3.      Tanda Gejala

a)      Pada penderita akan merasa sedikit demam, pilek, cepat merasa lelah, lesu, dan lemah. Gejala-gejala ini khas untuk infeksi virus.
b)      Pada kasus yang lebih berat, bisa di dapatkan nyeri sendi, sakit kepala dan pusing. Berapa hari kemudian timbullah kemerahan pada kulit yang berukuran kecil yang pertama kali ditemukan di sekitar dada dan perut. Gejalanya mulai timbul dalam waktu 10-21 hari setelah terinfeksi.
c)      Kemerahan pada kulit ini lalu berubah menjadi lenting berisi cairan dengan dinding tipis. Ruam kulit ini mungkin terasa agak nyeri atau gatal sehingga dapat tergaruk secara tidak sengaja. Jika lenting ini tidak dibiarkan maka akan segera membentuk keropeng (krusta) yang nantinya akan terlepas dan meninggalkan bercak di kulit yang lebih gelap (hiperpigmentasi). Bercak ini lama-kelamaan akan pudar sehingga beberapa waktu kemudian tidak akan meninggalkan bekas lagi. Proses ini memakan waktu selama 6-8jam. Selanjutnya akan terbentuk bintik-bintik dan lepuhan yang baru.
d)     Pada bayi, misalnya bayi yang usianya belum genap satu tahun akan lebih menderita pada saat terserang virus ini karena demamnya bisa sangat tinggi. Kulitnya pun akan bisa terinfeksi bakteri. Mereka belum bisa mengeluarkan apa yang dirisaukannya kecuali menangis.

4.      Efek Samping

1.      Pada Kehamilan

5 – 10% wanita dewasa rentan terhadap infeksi virus varicella zoster. Infeksi varicella akut terjadi pada 1 : 7500 kehamilan

Komplikasi maternal yang mungkin terjadi :

1)      Persalinan preterm.
2)      Ensepalitis
3)      Pneumonia
Resiko terjadinya sindroma fetal adalah 2% bila ibu menderita penyakit pada kehamilan antara 13 – 30 minggu ; dan 0.3% bila infeksi terjadi pada kehamilan kurang dari 13 minggu. Bila infeksi pada ibu terlihat dalam jangka waktu 3 minggu pasca persalinan maka resiko infeksi janin pasca persalinan adalah 24%. Bila infeksi pada ibu terjadi dalam jangka waktu 5 – 21 hari sebelum persalinan dan janin mengalami infeksi maka hal ini umumnya ringan dan “self limiting”
Bila infeksi terjadi dalam jangka waktu 4 hari sebelum persalinan atau 2 hari pasca persalinan, maka neonatus akan berada pada resiko tinggi menderita infeksi hebat dengan mortalitas 30%.
Pada ibu hamil yang terpapar dan tidak jelas apakah sudah pernah terinfeksi dengan virus varicella zoster harus segera dilakukan pemeriksaan IgG. Bila hasil pemeriksaan tidak dapat segera diperoleh atau IgG negatif, maka diberikan VZIG dalam jangka waktu 6 minggu pasca paparan.
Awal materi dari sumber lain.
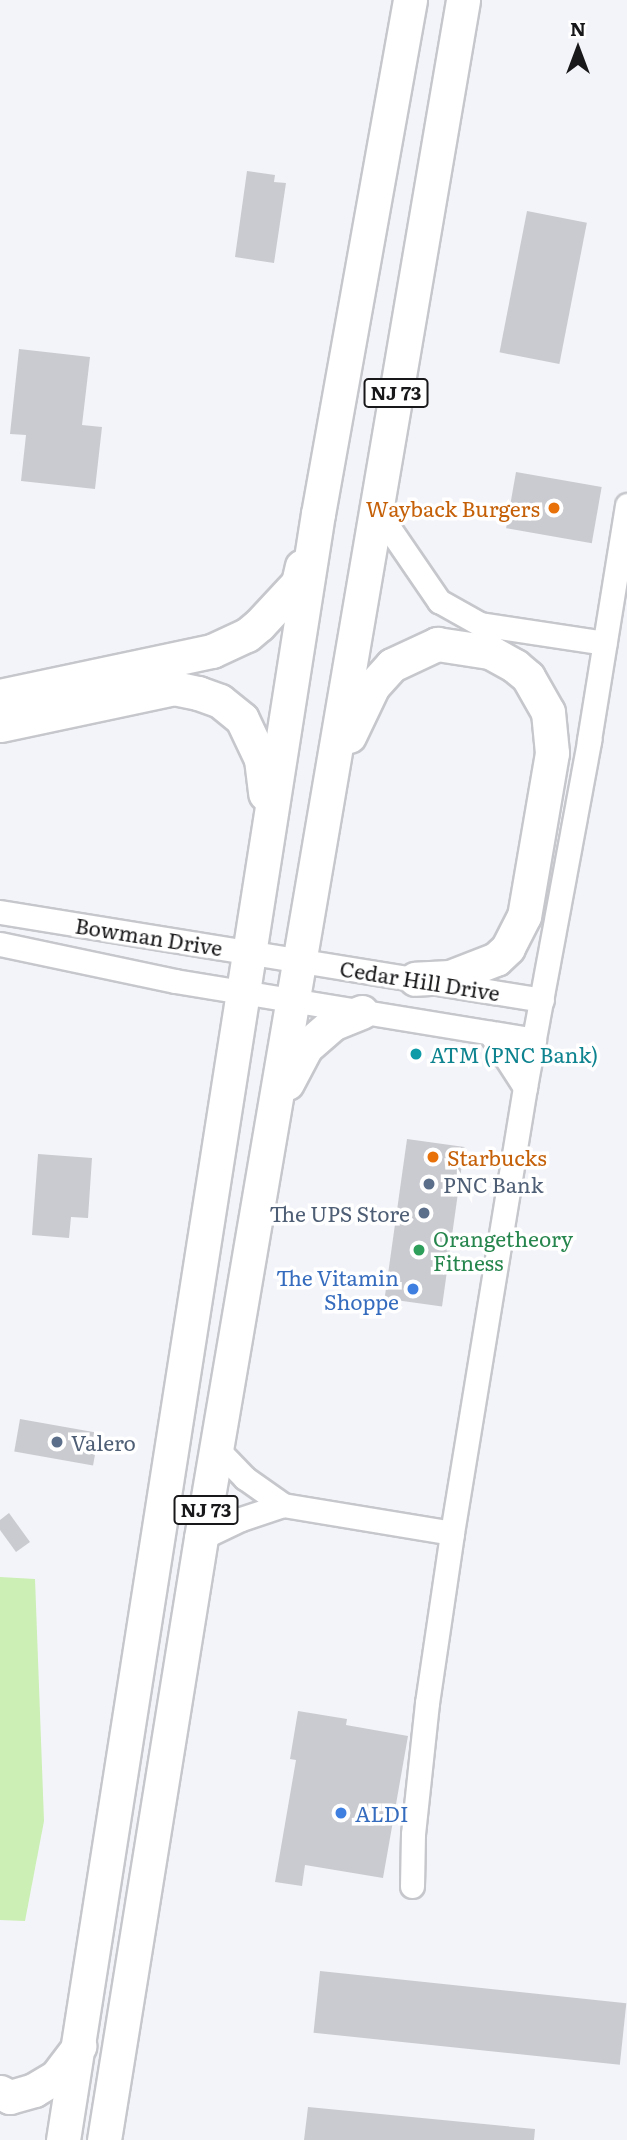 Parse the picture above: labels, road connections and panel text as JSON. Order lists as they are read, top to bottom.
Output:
{
  "streets": {
    "highway": ["NJ 73"],
    "street": ["Bowman Drive", "Cedar Hill Drive"]
  },
  "crossings": [
    ["NJ 73", "Bowman Drive"],
    ["NJ 73", "Cedar Hill Drive"],
    ["Bowman Drive", "Cedar Hill Drive"]
  ],
  "places": [
    "Wayback Burgers",
    "ATM (PNC Bank)",
    "Starbucks",
    "PNC Bank",
    "The UPS Store",
    "Orangetheory Fitness",
    "The Vitamin Shoppe",
    "Valero",
    "ALDI"
  ],
  "north": "top"
} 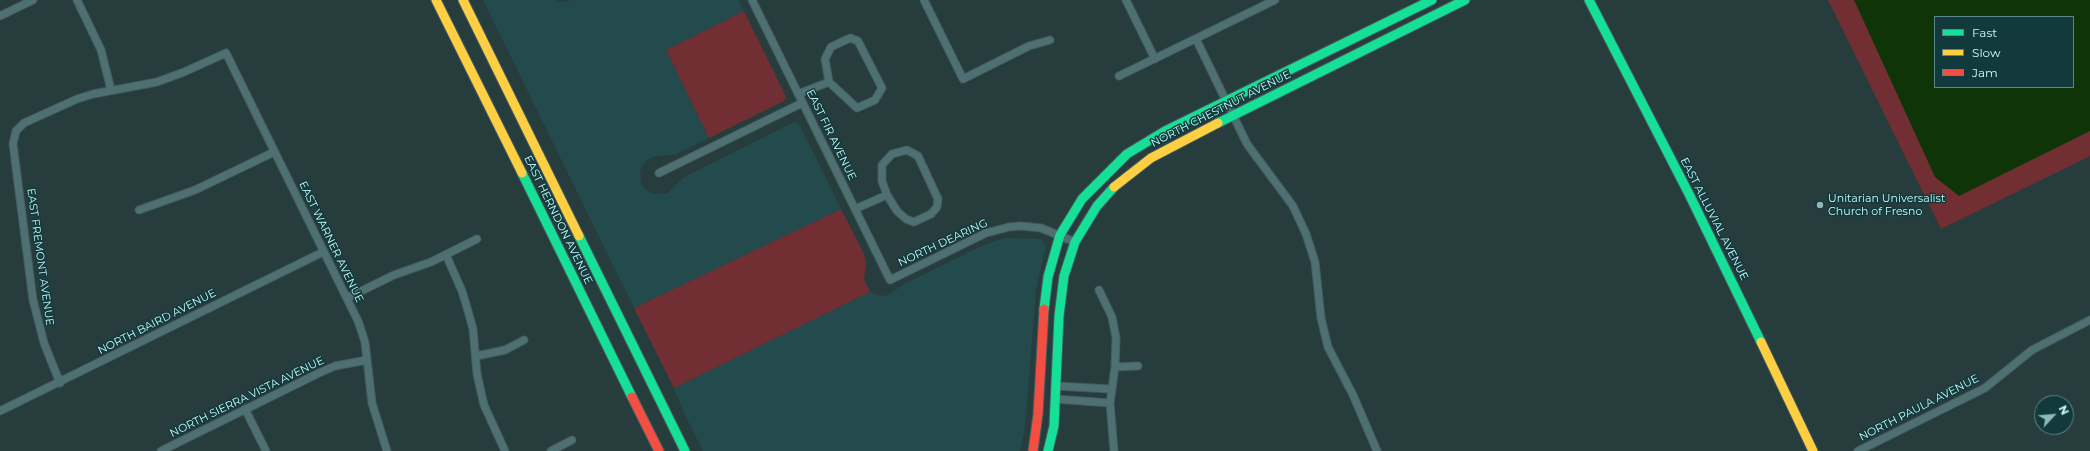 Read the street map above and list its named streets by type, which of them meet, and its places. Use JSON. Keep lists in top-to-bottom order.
{
  "streets": {
    "main road": ["NORTH CHESTNUT AVENUE", "EAST ALLUVIAL AVENUE", "EAST HERNDON AVENUE"],
    "street": [
      "EAST FIR AVENUE",
      "EAST WARNER AVENUE",
      "NORTH DEARING",
      "EAST FREMONT AVENUE",
      "NORTH BAIRD AVENUE",
      "NORTH SIERRA VISTA AVENUE",
      "NORTH PAULA AVENUE"
    ]
  },
  "crossings": [
    ["NORTH CHESTNUT AVENUE", "NORTH DEARING"],
    ["EAST FIR AVENUE", "NORTH DEARING"],
    ["EAST WARNER AVENUE", "EAST FREMONT AVENUE"],
    ["EAST WARNER AVENUE", "NORTH BAIRD AVENUE"],
    ["EAST WARNER AVENUE", "NORTH SIERRA VISTA AVENUE"],
    ["EAST FREMONT AVENUE", "NORTH BAIRD AVENUE"]
  ],
  "places": ["Unitarian Universalist Church of Fresno"],
  "legend": ["Fast", "Slow", "Jam"],
  "north": "top right"
} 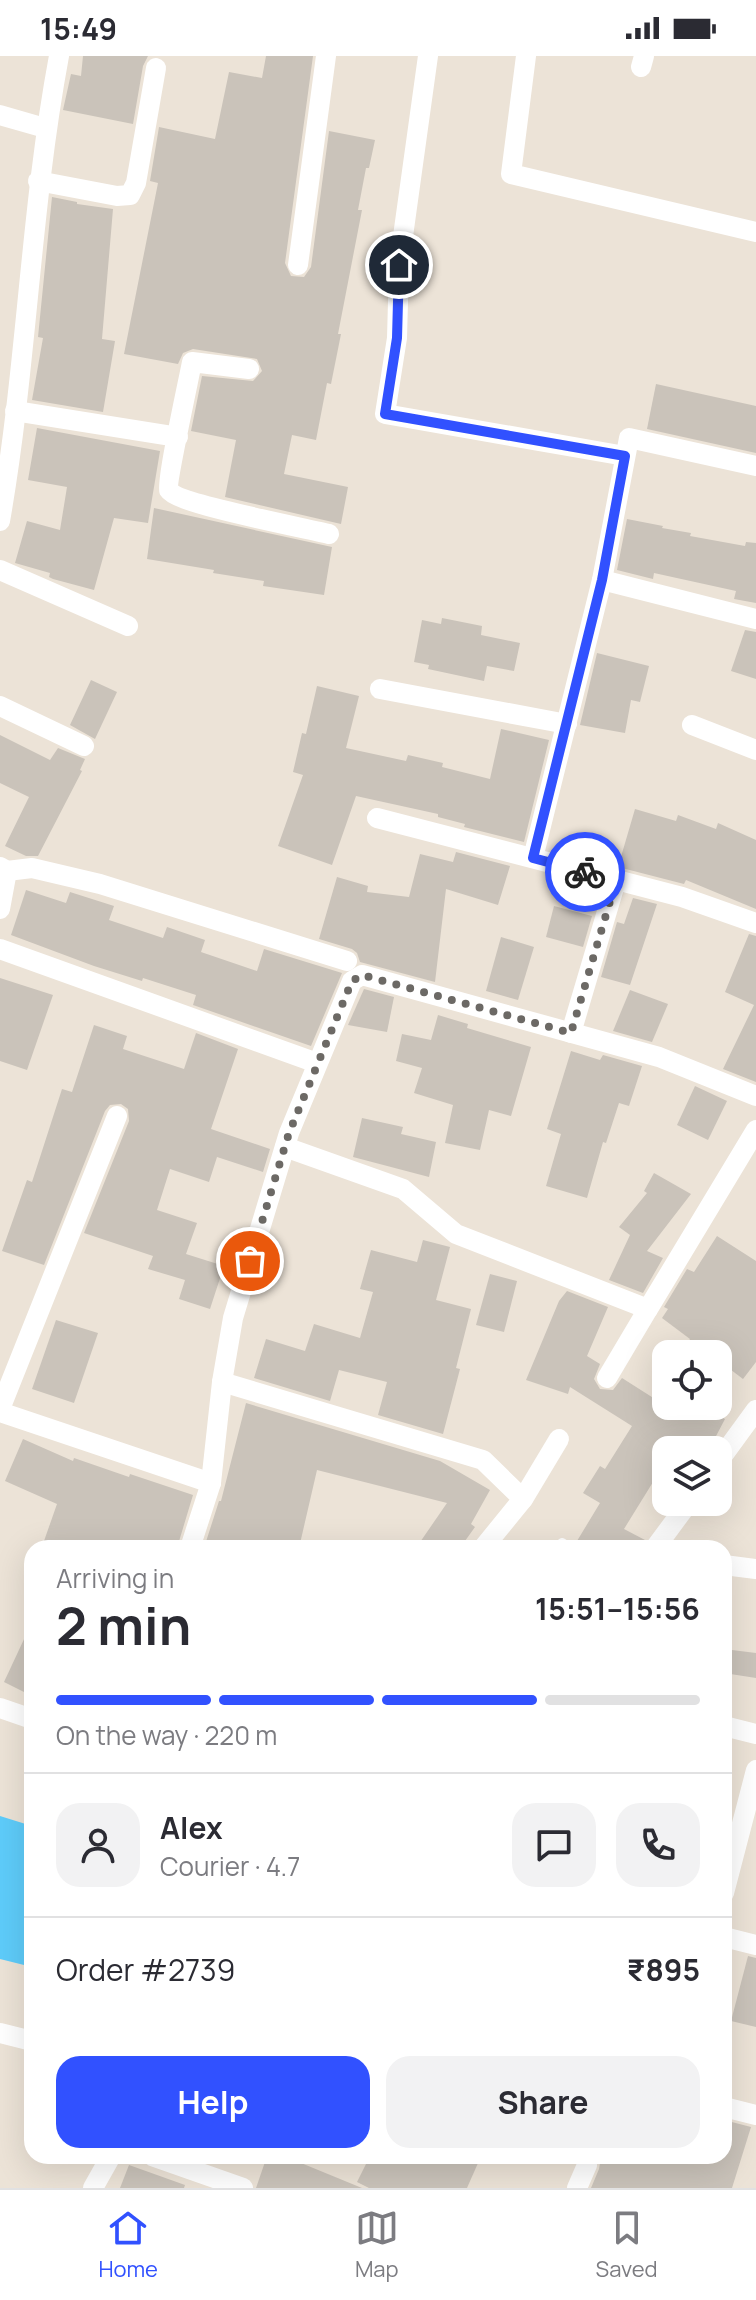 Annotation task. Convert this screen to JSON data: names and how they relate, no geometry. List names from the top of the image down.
{
  "page": {
    "status": "15:49",
    "heading": ["2 min", "Arriving in", "15:51–15:56"],
    "panel": [
      "Alex",
      "Courier · 4.7",
      "Order #2739",
      "₹895"
    ],
    "bar": "On the way · 220 m",
    "buttons": ["Help", "Share"],
    "tabs": ["Home", "Map", "Saved"]
  }
} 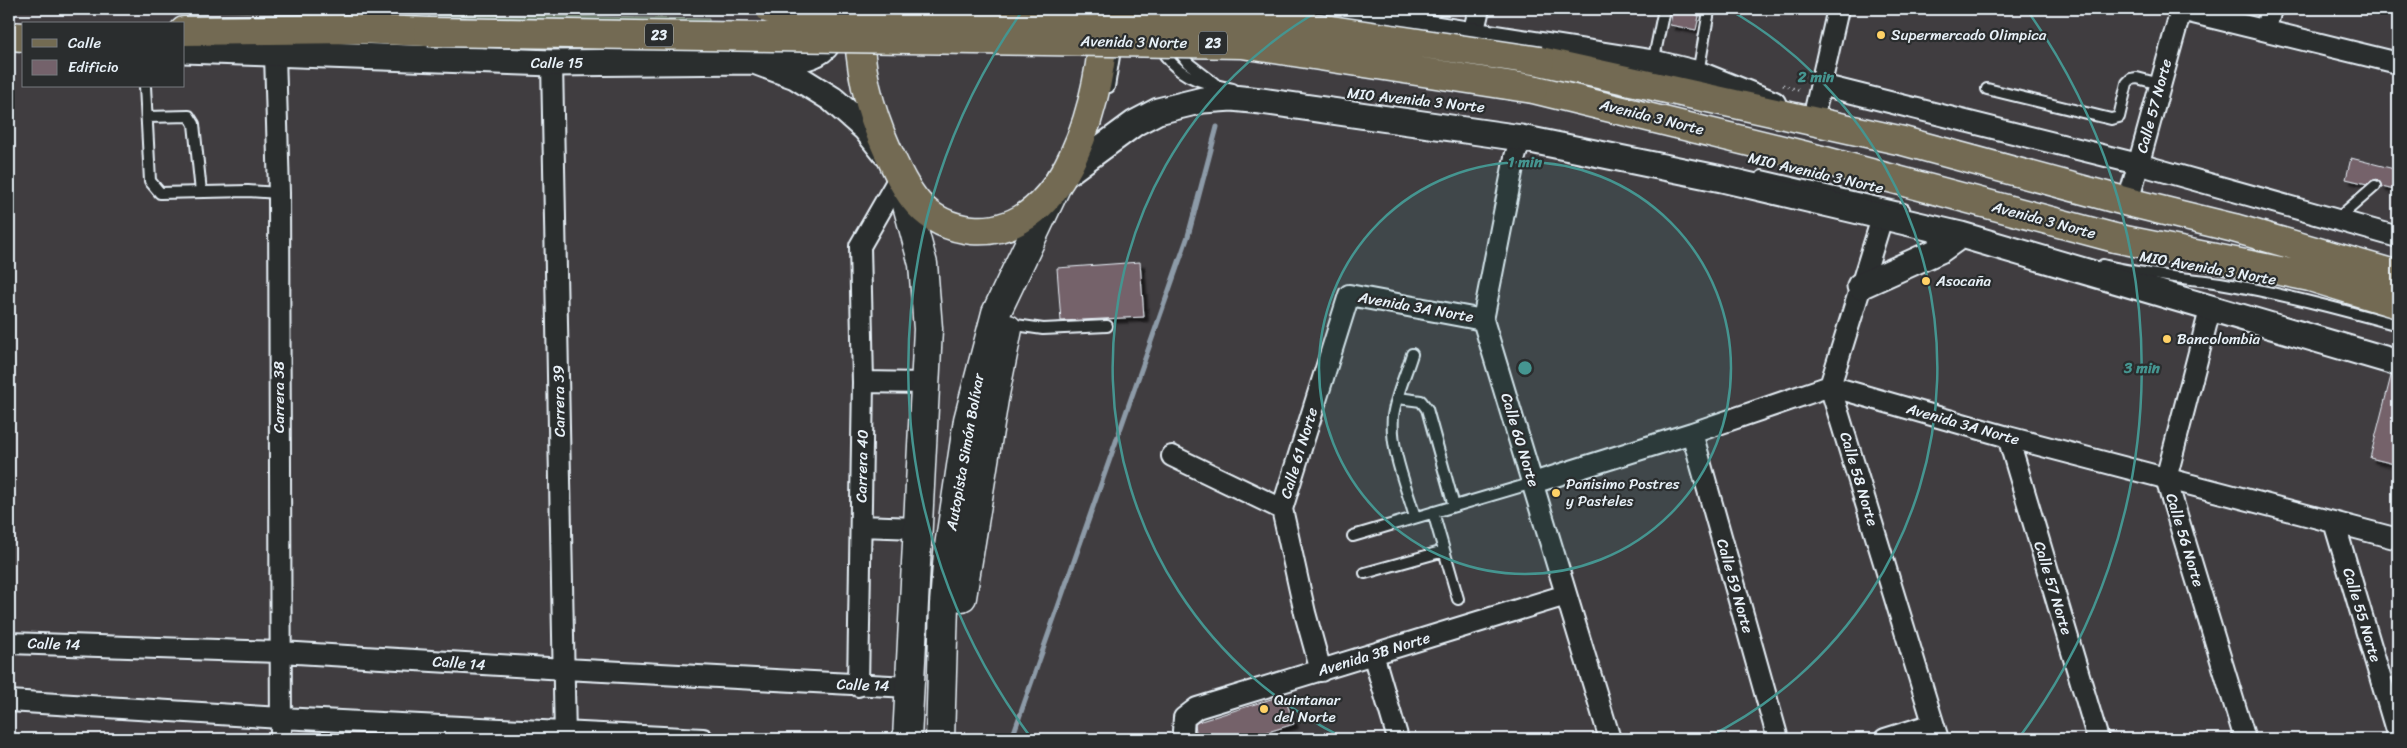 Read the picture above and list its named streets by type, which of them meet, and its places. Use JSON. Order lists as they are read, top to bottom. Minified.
{"streets":{"main road":["23","Avenida 3 Norte","Calle 15","Autopista Simón Bolívar"],"street":["Calle 57 Norte","Avenida 3A Norte","Carrera 38","Carrera 39","Calle 60 Norte","Calle 61 Norte","Carrera 40","Calle 58 Norte","Calle 56 Norte","Calle 59 Norte","Calle 55 Norte","Calle 14","Avenida 3B Norte"],"lane":["MIO Avenida 3 Norte"]},"crossings":[["Avenida 3 Norte","Calle 15"],["Avenida 3 Norte","Calle 57 Norte"],["Calle 15","Carrera 38"],["Calle 15","Carrera 39"],["Calle 15","Carrera 40"],["MIO Avenida 3 Norte","Calle 60 Norte"],["Calle 57 Norte","Avenida 3A Norte"],["Avenida 3A Norte","Calle 60 Norte"],["Avenida 3A Norte","Calle 61 Norte"],["Avenida 3A Norte","Calle 58 Norte"],["Avenida 3A Norte","Calle 56 Norte"],["Avenida 3A Norte","Calle 55 Norte"],["Carrera 38","Calle 14"],["Carrera 39","Calle 14"],["Calle 60 Norte","Avenida 3B Norte"],["Calle 61 Norte","Avenida 3B Norte"],["Carrera 40","Calle 14"]],"places":["Supermercado Olimpica","Asocaña","Bancolombia","Panisimo Postres y Pasteles","Quintanar del Norte"],"legend":["Calle","Edificio"],"rings":["2 min","1 min","3 min"]} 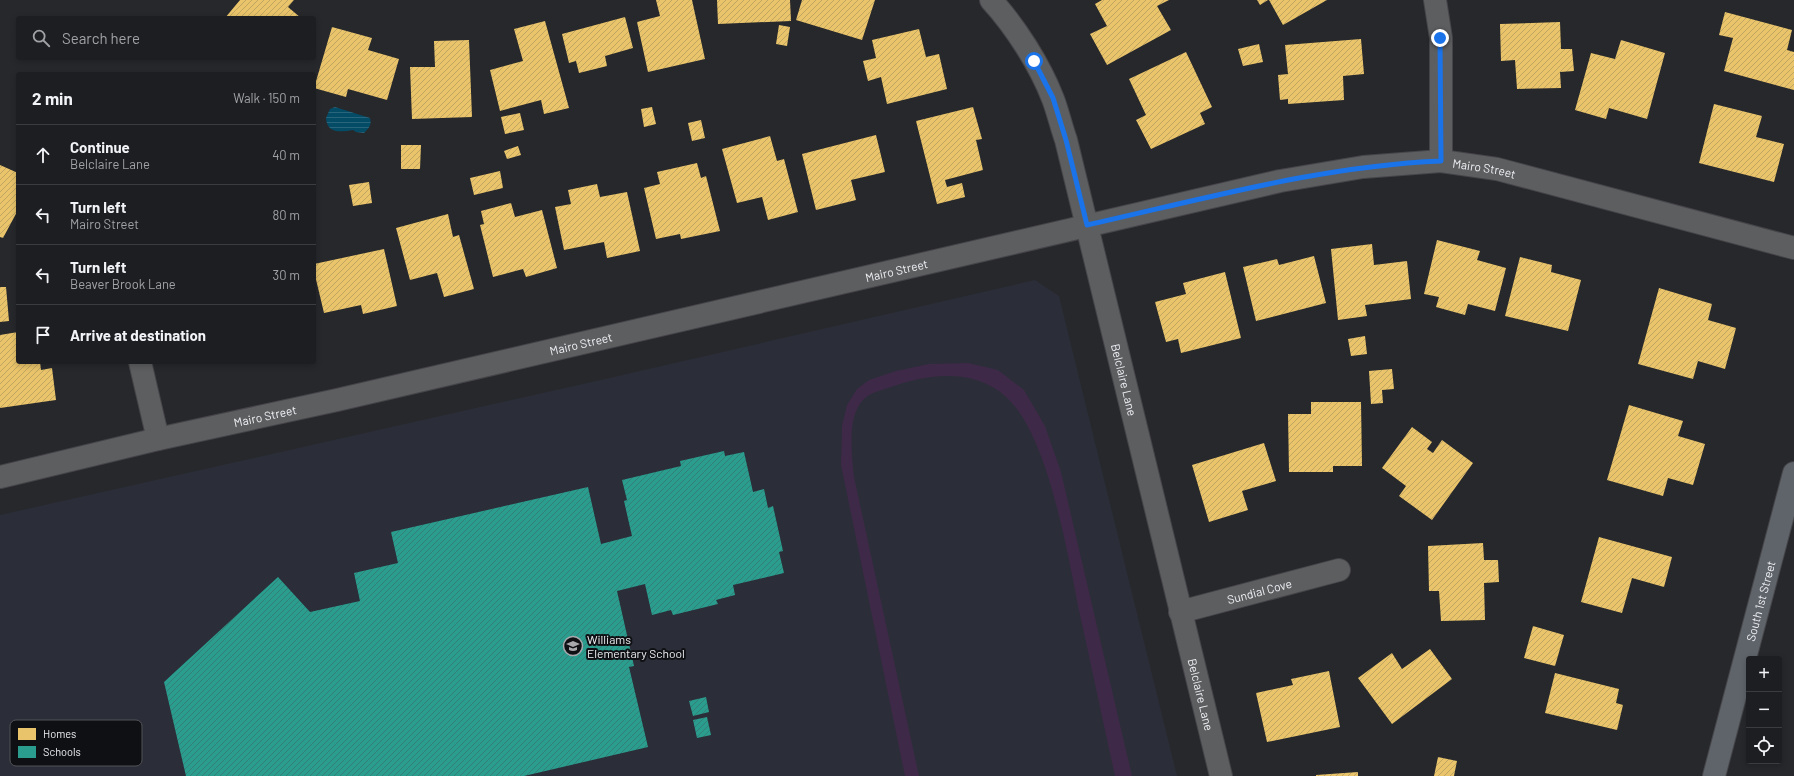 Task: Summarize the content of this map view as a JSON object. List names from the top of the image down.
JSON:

Imunisasi varciella tidak boleh dilakuykan pada kehamilan oleh karena vaksin terdiri dari virus yang dilemahkan

2.      Pada Persalinan

Bila infeksi terjadi dalam jangka waktu 4 hari sebelum persalinan atau 2 hari pasca persalinan, maka neonatus akan berada pada resiko tinggi menderita infeksi hebat dengan mortalitas 30%.
Imunoglobulin varicella zoster (VZIG) harus diberikan pada neonatus dalam jangka waktu 72 jam pasca persalinan dan di isolasi. Plasenta dan selaput ketuban adalah bahan yang sangat infeksius.
Bila serangan Herpes Zoster sangat dekat dengan saat persalinan maka varicella dapat ditularkan secara langsung pada janin sehingga hal ini harus dicegah.

5.      Komplikasi

Pada ibu hamil yang terpapar dan tidak jelas apakah sudah pernah terinfeksi dengan virus varicella zoster harus segera dilakukan pemeriksaan IgG. Bila hasil pemeriksaan tidak dapat segera diperoleh atau IgG negatif, maka diberikan VZIG dalam jangka waktu 6 minggu pasca paparan.
Imunisasi varciella tidak boleh dilakukan pada kehamilan oleh karena vaksin terdiri dari virus yang dilemahkan. Varisela pada ibu hamil trimester pertama dapat menimbulkan kelainan kongenital sedangkan infeksi ibu hamil menjelang melahirkan dapat terjadi varisela congenital.
Pada masa kehamilan angka kejadian Herpes Zoster tidak lebih sering terjadi dan bila terjadi maka tidak menimbulkan resiko terhadap janin. Bila serangan Herpes Zoster sangat dekat dengan saat persalinan maka varicella dapat ditularkan secara langsung pada janin sehingga hal ini harus dicegah.
Untuk mengurangi risiko kerusakan akibat garukan, sebaiknya :
1.      kulit dicuci sesering mungkin dengan air dan sabun menjaga kebersihan tangan
2.      kuku dipotong pendek agar saat digaruk tidak terjadi infeksi
3.      pakaian tetap kering dan bersih
4.      diberi obat antibiotikan atau jika kasusnya berat diberi obat anti-virus asiklovir.
5.      Isolasi untuk mencegah penularan
6.      diet bergizi tinggi (tinggi kalori dan protein)
7.      bila demam tinggi, kompres dengan air hangat
8.      upayakan agar tidak terjadi infeksi pada kulit, misalnya pemberian antiseptik pada air mandi.
9.      upayakan agar vesikel tidak pecah

6.      Diagnosis

Diagnosa ditegakkan atas dasar gambaran klinik meskipun usaha diagnosa juga dapat ditegakkan dengan melakukan biakan virus dari vesikel dalam jangka waktu 4 hari setelah munculnya ruam

Pada tes serologi IgM varicella zoster muncul pada minggu ke 2 melalui pemeriksaan ELISA atau CFT. IgG juga meningkat dalam waktu 2 minggu setelah pemeriksaan IgM. Pemeriksaan untuk menentukan imunitas seorang wanita adalah dengan menggunakan FAMA – Fluorescent Antibody Membrane Antigen.
Untuk mencegah cacar air diberikan suatu vaksin. Kepada orang yang belum pernah mengalami komplikasi (misalnya penderita gangguan system kekebalan), bisa diberikan immunoglobulin zoster atau immunoglobulin varicella-zoster. Vaksin varicella biasanya diberikan kepada anak yang berusia 12-18 bulan.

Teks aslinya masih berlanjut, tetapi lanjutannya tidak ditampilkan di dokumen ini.